The Modification Application is inconsistent with the Aims of TLEP 2014, but more particularly contrary to certain strategic planning documents including TDCP 2008.
The “relocated” open space lot 535 is in an area where the minimum lot size is 40 hectares and is well below that minimum (being 5.331 hectares) and although the subdivision to create an undersized allotment is not prohibited, because this is a modification application rather than a development application, the standard is a relevant consideration and the objectives of the standard are not met.
In relation to earthworks:
Clause 7.2 of TLEP 2014 should be considered in the merit assessment although it only applies to development applications in its terms;
There is insufficient information to determine whether the proposed lots and the road extension can be safely and properly constructed in the absence of further geotechnical investigation;
There is insufficient information to determine the actual quantity of earthworks to be carried out and the consequential impacts of the carrying out of the earthworks;
The Court cannot be satisfied that the site will be suitable for the proposed use.

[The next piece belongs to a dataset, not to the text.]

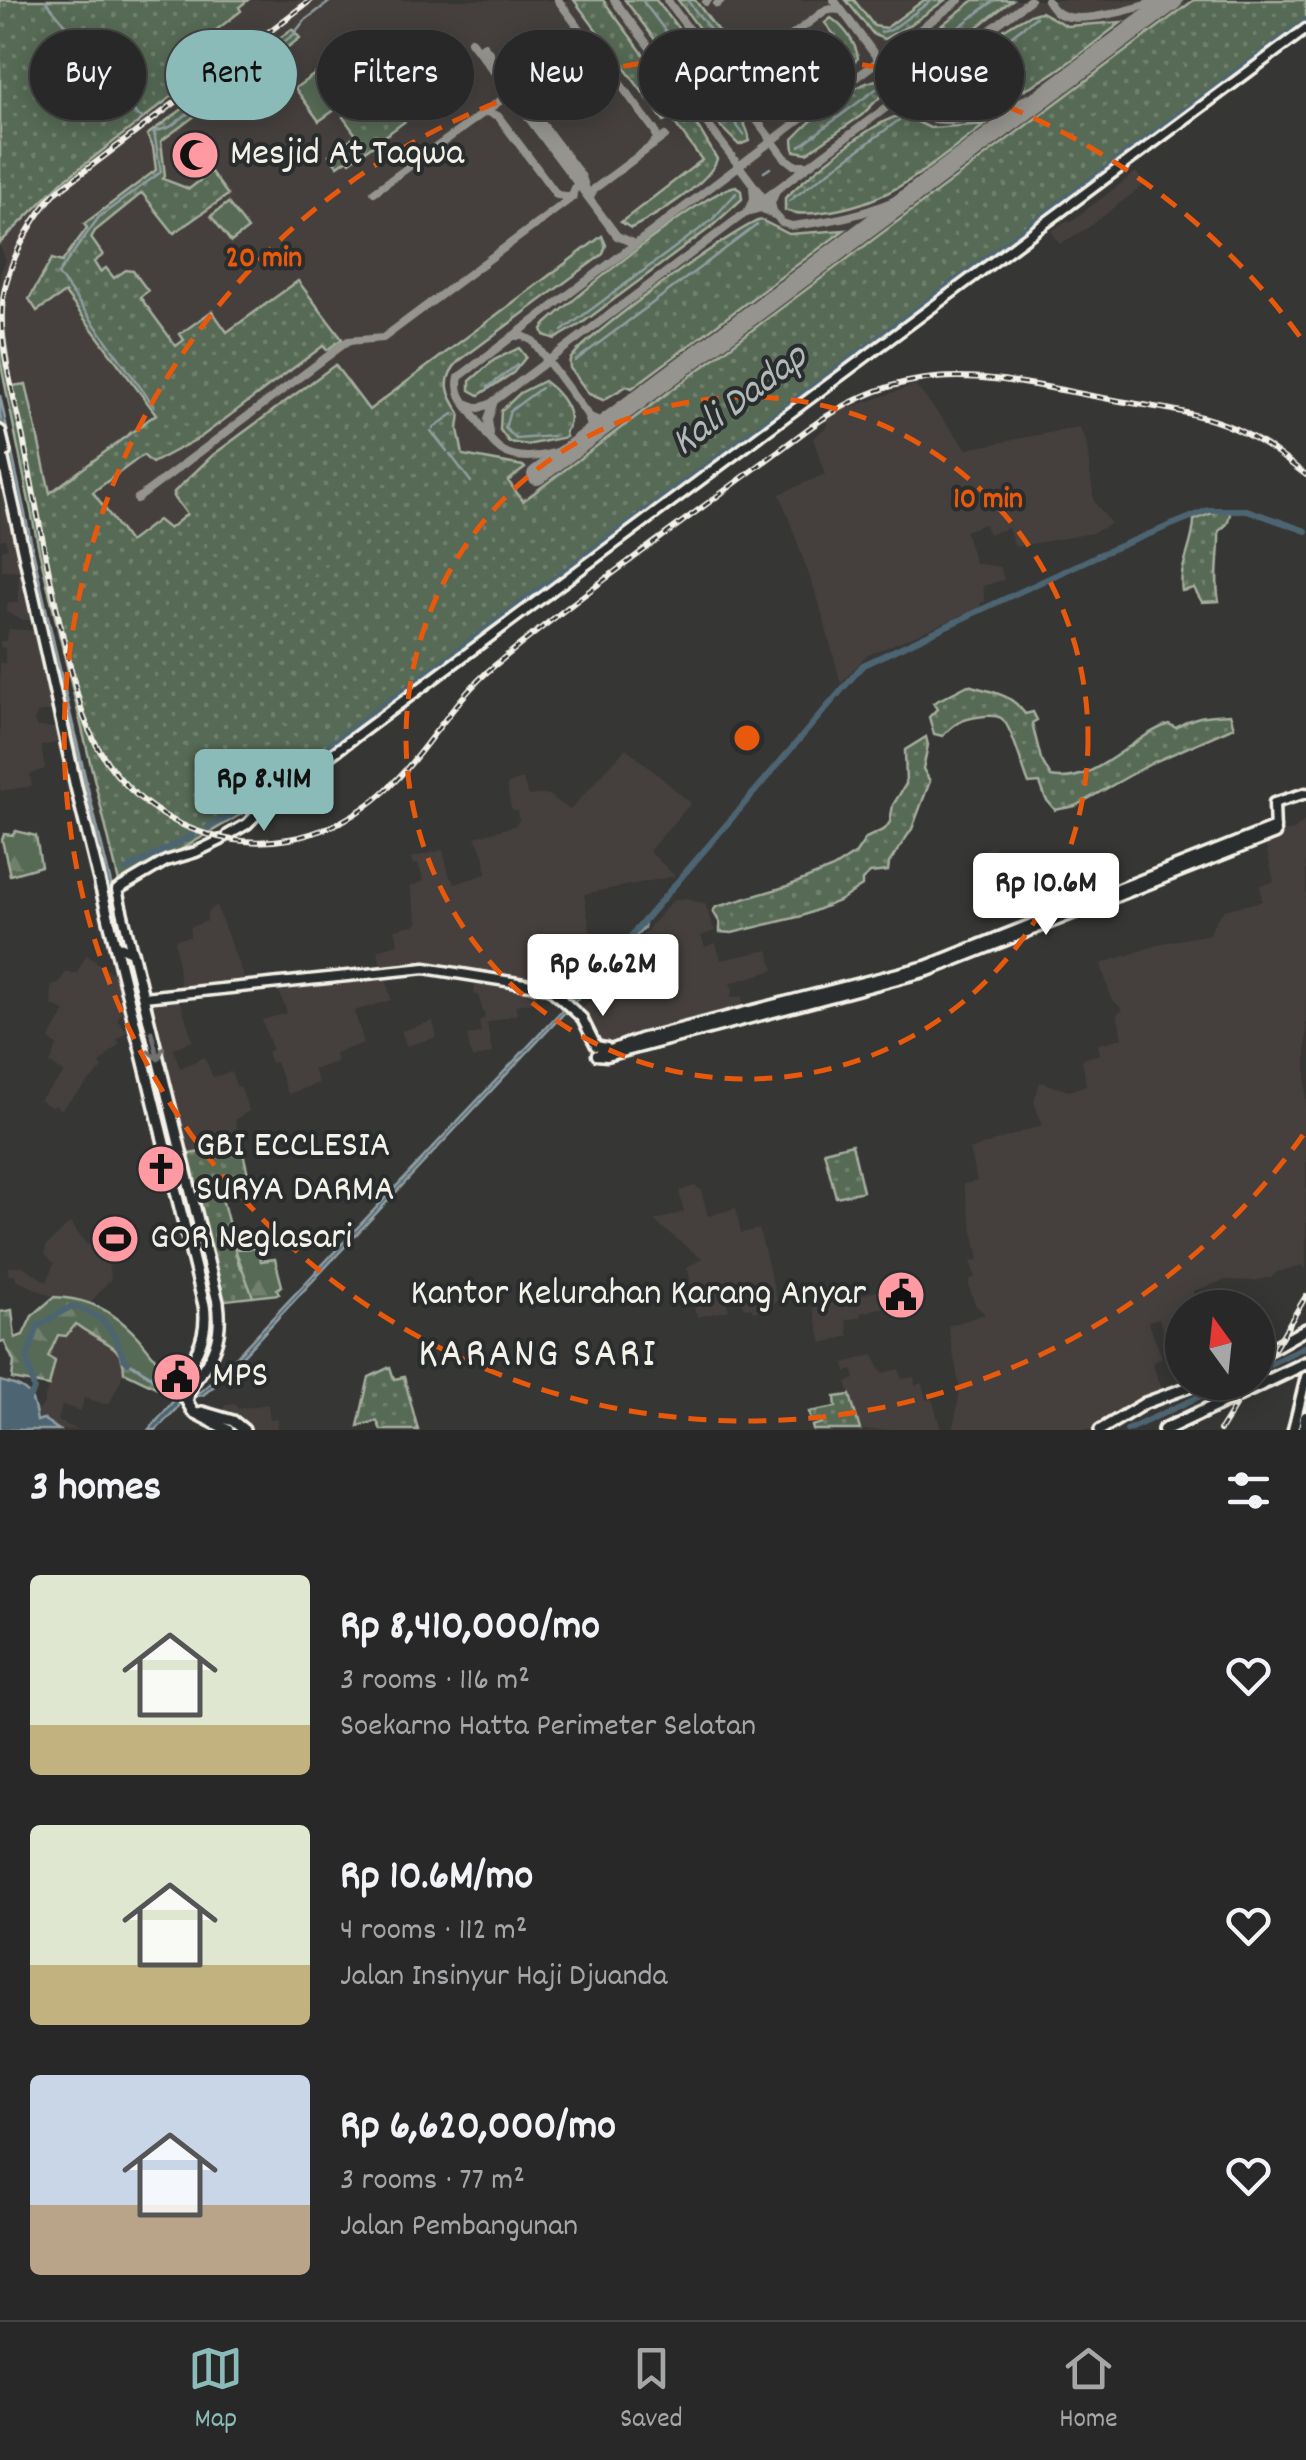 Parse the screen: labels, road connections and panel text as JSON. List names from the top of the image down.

Suitable vehicular access to the proposed allotments has not been provided.
The proposal is inconsistent with certain provisions of TDCP 1 relating to subdivision with respect to landforming, movement network and lot layout.
The new location proposed for the open space is inconsistent with TDCP 1 in material respects.
Largely for the reasons in other contentions the site is not suitable for the amended development.
The Modification is not in the public interest.
The Modification Application should be refused because it requires Council to accept the dedication of land that is not suitable for a public reserve and not consistent with its strategic planning.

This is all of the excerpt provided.